Some browsers and browser extensions support the “Global Privacy Control” (GPC) that can send a signal to the websites you visit indicating your choice to opt-out from certain types of data processing, including data sales and/or targeted advertising. We have configured our cookie consent manager to honor GPC signals and will make reasonable efforts to respect your choices.

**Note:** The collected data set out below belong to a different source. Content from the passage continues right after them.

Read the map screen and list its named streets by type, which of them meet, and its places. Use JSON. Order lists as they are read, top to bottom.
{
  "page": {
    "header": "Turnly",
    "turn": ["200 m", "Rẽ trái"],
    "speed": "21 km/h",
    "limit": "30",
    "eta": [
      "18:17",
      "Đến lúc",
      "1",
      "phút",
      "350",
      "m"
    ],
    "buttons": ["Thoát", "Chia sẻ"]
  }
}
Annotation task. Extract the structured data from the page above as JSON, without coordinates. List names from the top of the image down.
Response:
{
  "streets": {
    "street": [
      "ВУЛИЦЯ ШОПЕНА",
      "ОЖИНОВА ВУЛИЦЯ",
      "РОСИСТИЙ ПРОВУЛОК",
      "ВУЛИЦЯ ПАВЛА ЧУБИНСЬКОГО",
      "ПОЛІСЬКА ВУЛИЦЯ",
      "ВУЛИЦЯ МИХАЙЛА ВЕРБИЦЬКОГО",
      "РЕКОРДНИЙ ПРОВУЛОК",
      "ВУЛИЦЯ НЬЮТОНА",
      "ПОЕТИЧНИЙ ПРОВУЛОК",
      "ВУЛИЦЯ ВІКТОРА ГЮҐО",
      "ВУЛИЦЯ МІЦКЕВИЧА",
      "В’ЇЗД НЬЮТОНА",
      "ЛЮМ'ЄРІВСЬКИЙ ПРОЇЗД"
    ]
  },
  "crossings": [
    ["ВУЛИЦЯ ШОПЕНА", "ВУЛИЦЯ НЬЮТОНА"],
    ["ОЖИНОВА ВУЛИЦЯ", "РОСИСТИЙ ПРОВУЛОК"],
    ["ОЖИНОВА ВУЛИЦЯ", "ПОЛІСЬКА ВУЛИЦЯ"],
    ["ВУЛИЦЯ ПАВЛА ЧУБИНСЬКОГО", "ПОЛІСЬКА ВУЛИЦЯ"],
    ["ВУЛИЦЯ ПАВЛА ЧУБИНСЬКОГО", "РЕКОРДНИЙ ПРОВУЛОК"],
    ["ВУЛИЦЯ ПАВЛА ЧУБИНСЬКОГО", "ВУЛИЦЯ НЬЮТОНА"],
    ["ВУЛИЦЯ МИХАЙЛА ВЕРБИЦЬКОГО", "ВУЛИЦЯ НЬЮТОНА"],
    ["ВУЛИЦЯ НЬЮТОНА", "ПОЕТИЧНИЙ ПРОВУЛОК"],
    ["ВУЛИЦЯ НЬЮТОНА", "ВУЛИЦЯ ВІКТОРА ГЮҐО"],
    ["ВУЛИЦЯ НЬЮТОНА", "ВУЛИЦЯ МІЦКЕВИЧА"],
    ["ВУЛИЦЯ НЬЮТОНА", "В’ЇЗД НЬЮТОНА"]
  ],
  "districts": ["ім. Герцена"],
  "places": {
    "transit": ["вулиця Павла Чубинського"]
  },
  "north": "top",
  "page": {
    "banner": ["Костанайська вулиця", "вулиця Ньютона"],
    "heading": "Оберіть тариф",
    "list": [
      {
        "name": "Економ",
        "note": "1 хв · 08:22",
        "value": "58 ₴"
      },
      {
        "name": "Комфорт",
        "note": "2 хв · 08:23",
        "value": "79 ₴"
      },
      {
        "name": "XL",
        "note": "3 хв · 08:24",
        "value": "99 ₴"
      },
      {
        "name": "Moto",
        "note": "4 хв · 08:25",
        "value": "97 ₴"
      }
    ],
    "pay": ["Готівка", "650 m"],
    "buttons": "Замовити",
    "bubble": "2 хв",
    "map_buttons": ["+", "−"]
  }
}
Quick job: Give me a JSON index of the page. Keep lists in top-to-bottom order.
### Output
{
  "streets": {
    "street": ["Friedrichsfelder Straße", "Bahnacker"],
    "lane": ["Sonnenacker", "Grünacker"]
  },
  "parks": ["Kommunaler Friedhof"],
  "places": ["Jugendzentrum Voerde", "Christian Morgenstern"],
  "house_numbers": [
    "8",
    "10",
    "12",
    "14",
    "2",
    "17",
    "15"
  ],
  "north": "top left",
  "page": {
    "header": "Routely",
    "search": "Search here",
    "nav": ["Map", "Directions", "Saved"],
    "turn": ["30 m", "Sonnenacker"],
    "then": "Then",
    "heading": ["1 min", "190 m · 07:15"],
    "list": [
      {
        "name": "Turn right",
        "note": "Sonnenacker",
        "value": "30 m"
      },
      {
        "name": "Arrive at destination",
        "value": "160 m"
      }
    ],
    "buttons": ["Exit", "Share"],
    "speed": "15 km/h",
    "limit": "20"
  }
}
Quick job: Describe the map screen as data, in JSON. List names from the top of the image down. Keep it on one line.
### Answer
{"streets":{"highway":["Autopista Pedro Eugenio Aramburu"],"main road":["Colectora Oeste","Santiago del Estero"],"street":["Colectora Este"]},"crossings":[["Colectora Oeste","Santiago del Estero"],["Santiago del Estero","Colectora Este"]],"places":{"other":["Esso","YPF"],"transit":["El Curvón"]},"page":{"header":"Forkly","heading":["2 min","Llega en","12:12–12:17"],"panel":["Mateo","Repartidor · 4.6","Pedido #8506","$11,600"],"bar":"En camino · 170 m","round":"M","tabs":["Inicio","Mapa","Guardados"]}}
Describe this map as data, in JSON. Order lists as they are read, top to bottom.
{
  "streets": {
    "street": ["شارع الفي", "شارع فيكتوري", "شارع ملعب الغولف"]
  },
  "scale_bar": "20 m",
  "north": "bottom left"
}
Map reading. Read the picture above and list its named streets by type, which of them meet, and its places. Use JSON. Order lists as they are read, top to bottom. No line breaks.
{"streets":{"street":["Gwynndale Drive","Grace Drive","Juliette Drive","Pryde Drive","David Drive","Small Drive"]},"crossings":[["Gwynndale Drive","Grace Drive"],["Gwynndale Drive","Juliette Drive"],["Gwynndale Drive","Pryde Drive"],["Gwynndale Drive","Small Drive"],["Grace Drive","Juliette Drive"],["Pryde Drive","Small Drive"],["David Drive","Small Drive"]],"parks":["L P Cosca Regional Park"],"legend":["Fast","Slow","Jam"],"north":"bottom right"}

PERSONAL INFORMATION RETENTION PERIOD The Company will retain your personal information for the entire time that you keep your account open, or until you request we delete your personal information. After this period, we may retain your personal information for a period of twelve (12) months, or for any of the reasons described below, whichever is longer. We may retain any or all categories of personal information when your information is subject to one of the following exceptions:

  • when stored in our backup and disaster recovery systems. Your personal information will be deleted when the backup media your personal information is stored on expires or when our disaster recovery systems are updated;
  • when necessary for us to exercise or defend legal claims;
  • when necessary to comply with a legal obligation;
  • when stored in the same document or record with other personal information. Your personal information will be deleted upon the expiration of the last exception that applies to such document or record; or
  • when necessary to help ensure the security and integrity of our Website and IT systems.

Your personal information will be deleted when we no longer require your personal information for any of the above purposes.

CHILDREN UNDER 18 As noted in Section 9 of our Privacy Policy, we do not target children under the age of 18, and we do not knowingly collect personal information from children under the age of 18. If we learn that we have collected personal information from someone under 18, we will promptly delete that information.